* Speeding up archive export
@ 2020-09-10 9:04 Ludovic Courtès
2020-09-15 1:40 ` Maxim Cournoyer
0 siblings, 1 reply; 4+ messages in thread
From: Ludovic Courtès @ 2020-09-10 9:04 UTC (permalink / raw)
To: Guix-devel
[-- Attachment #1: Type: text/plain, Size: 652 bytes --]
Hello Guix!
If you’ve ever used offloading (or ‘guix copy’), you’ve probably noticed
that the time to send store items is proportional to the number of store
items to send rather than their total size. Namely:
guix archive --export coreutils
is fast, but:
guix archive --export $(guix build -d coreutils)
is slow (there are lots of small files).
Running ‘perf timechart record guix archive --export …’ confirms the
problem: guix-daemon is mostly idle, waiting for all the tiny ‘guix
authenticate’ programs it spawns to sign each every store item. Here’s
the Gantt diagram (grey = idle, blue = busy):
[-- Attachment #2: Gantt diagram --]
[-- Type: image/png, Size: 101155 bytes --]
[-- Attachment #3: Type: text/plain, Size: 1836 bytes --]

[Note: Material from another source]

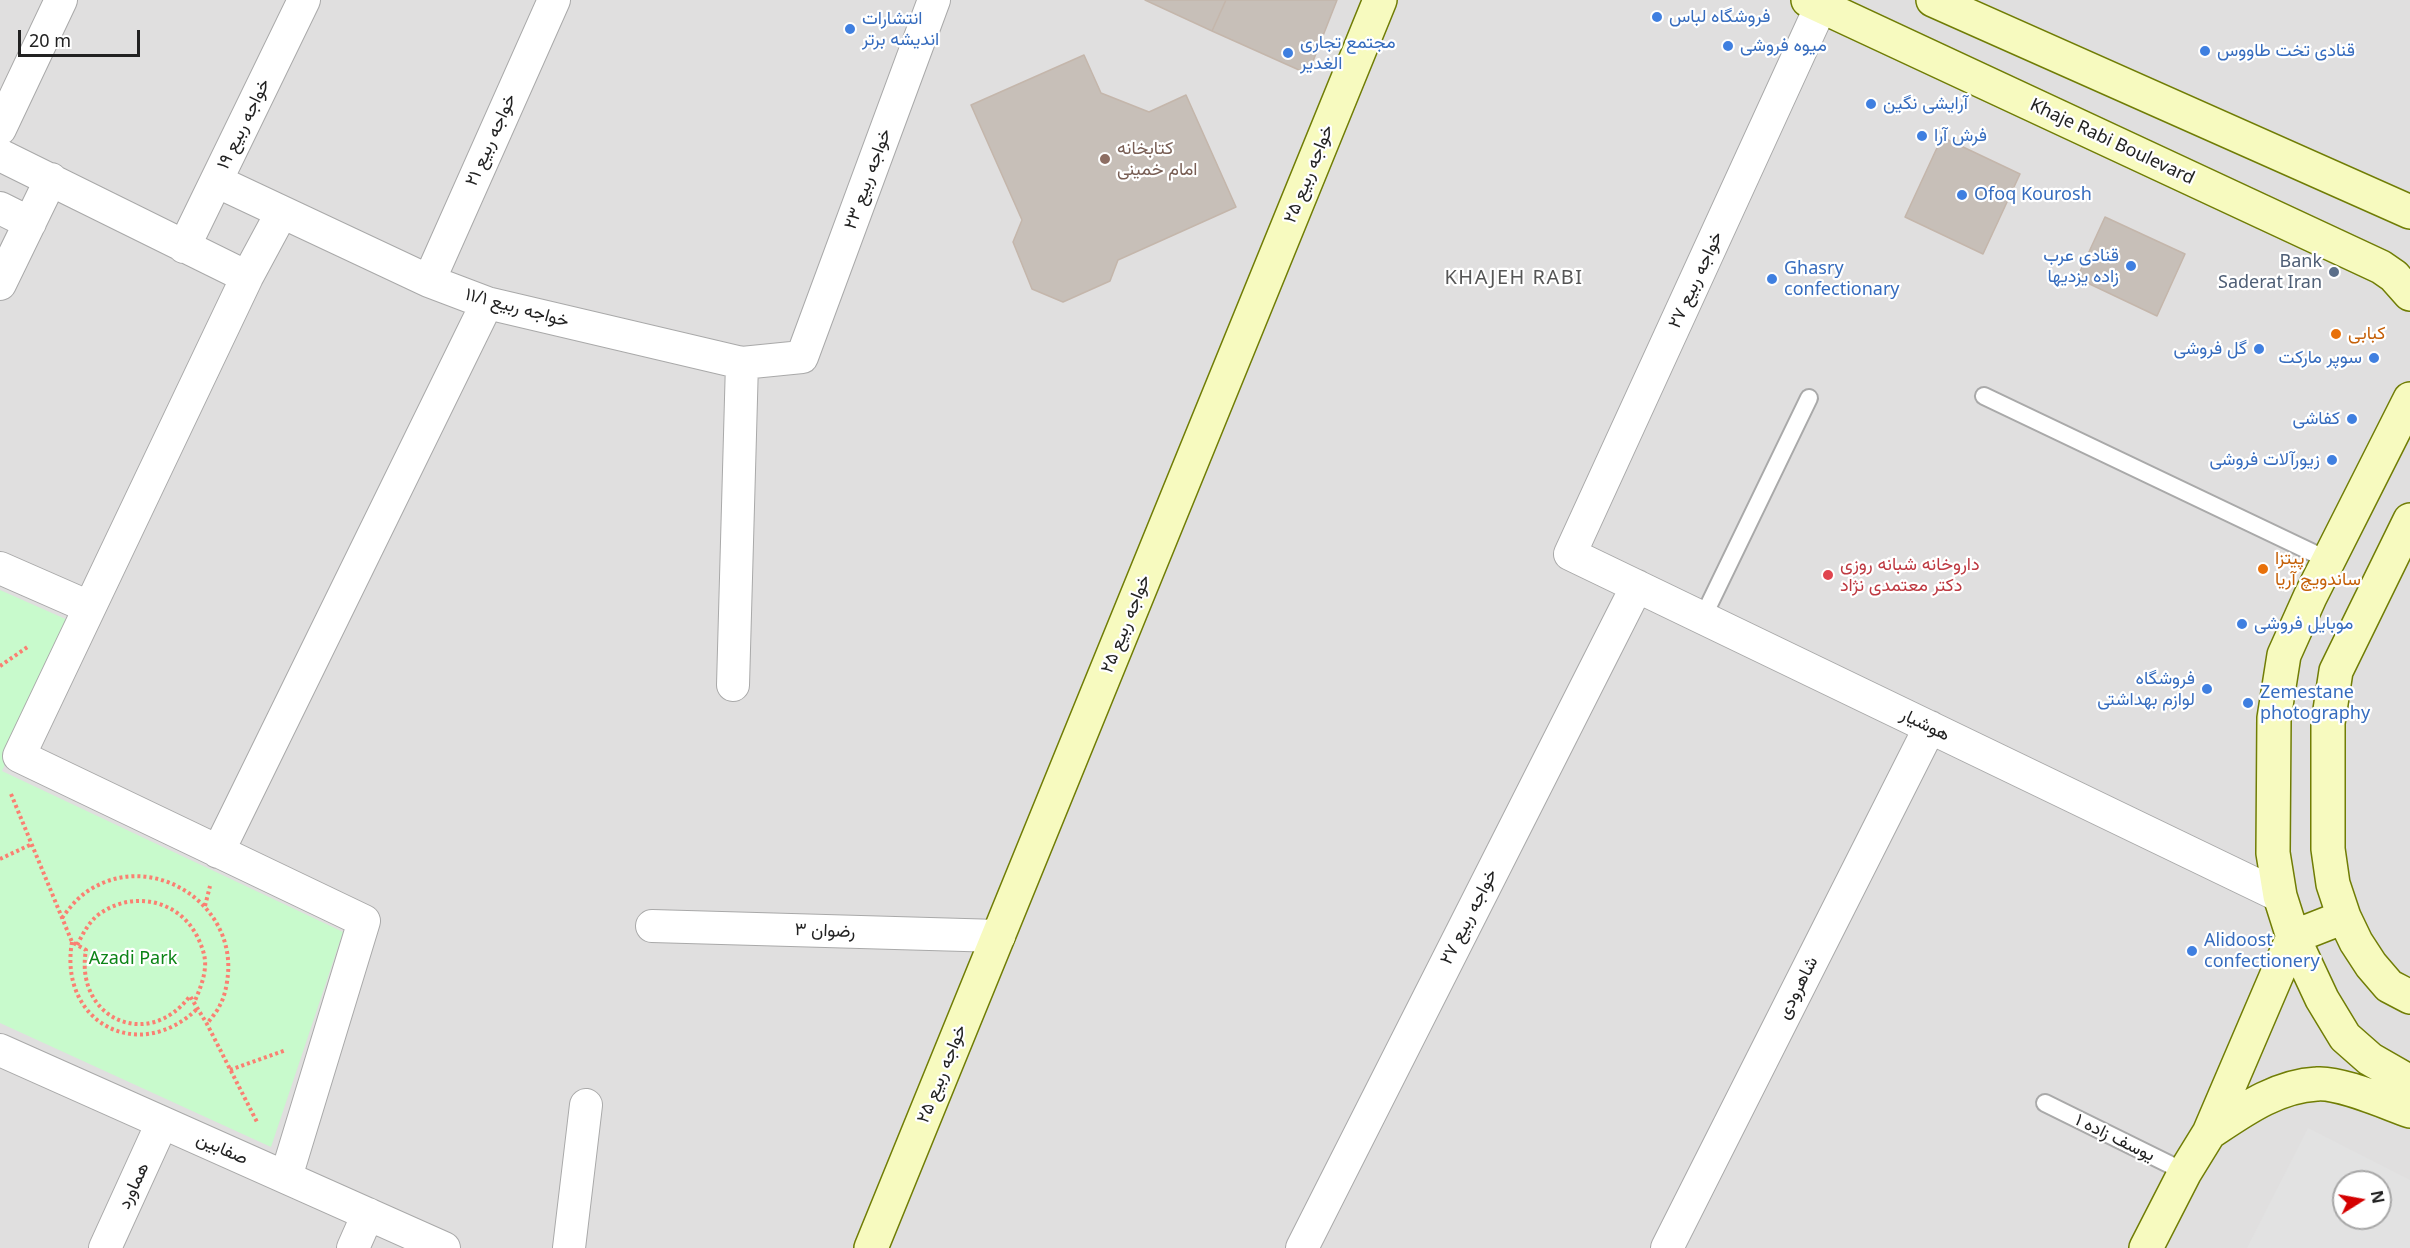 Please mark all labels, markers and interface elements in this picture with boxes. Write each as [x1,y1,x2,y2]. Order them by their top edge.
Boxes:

How can we improve on that?
Here are several solutions that come to mind:
1. Sign the whole bundle instead of each individual item.
That solves the problem, but that would prevent the receiver from
storing individual store item signatures in the future (a few years
ago Nix added signatures as part of the ‘ValidPathInfo’ table of
the store database, and I think that’s something we might want to
have too).
2. Sign fewer items: we can do that by signing only store items that
are not content-addressed—i.e., resulting from a fixed-output
derivation or being a “source” coming from ‘add-to-store’ or
similar.
That means we wouldn’t have to sign .drv and *-guile-builder, which
would make a big difference and is generally advisable.
Unfortunately, there’s no easy way to determine whether a store
item is content-addressable. Again Nix added
“certificate-addressability claims” to ‘ValidPathInfo’, which might
help, though it’s not entirely clear.
3. Reimplement ‘guix authenticate’ and a subset of (guix pki) in C++ (!).
We could load the keys and the ACL only once, and we wouldn’t have
to fork and all, I’m sure it’d be very fast… and very distracting
too: I’d rather investigate in the daemon rewrite in Scheme.
4. Spawn ‘guix authenticate’ once and talk to it over a pipe (similar
to ‘guix offload’). That might be the easiest short-term solution.
Anyway I thought I’d share and invite y’all to brainstorm. :-)
All in all, there’s more and more pressure to get our act together
regarding the daemon rewrite in Scheme. The difficulty here is to have
a series of reasonable milestones rather than all or nothing.
Ludo’.
^ permalink raw reply [flat|nested] 4+ messages in thread
* Re: Speeding up archive export
2020-09-10 9:04 Speeding up archive export Ludovic Courtès
@ 2020-09-15 1:40 ` Maxim Cournoyer
2020-09-15 7:53 ` Ludovic Courtès
0 siblings, 1 reply; 4+ messages in thread
From: Maxim Cournoyer @ 2020-09-15 1:40 UTC (permalink / raw)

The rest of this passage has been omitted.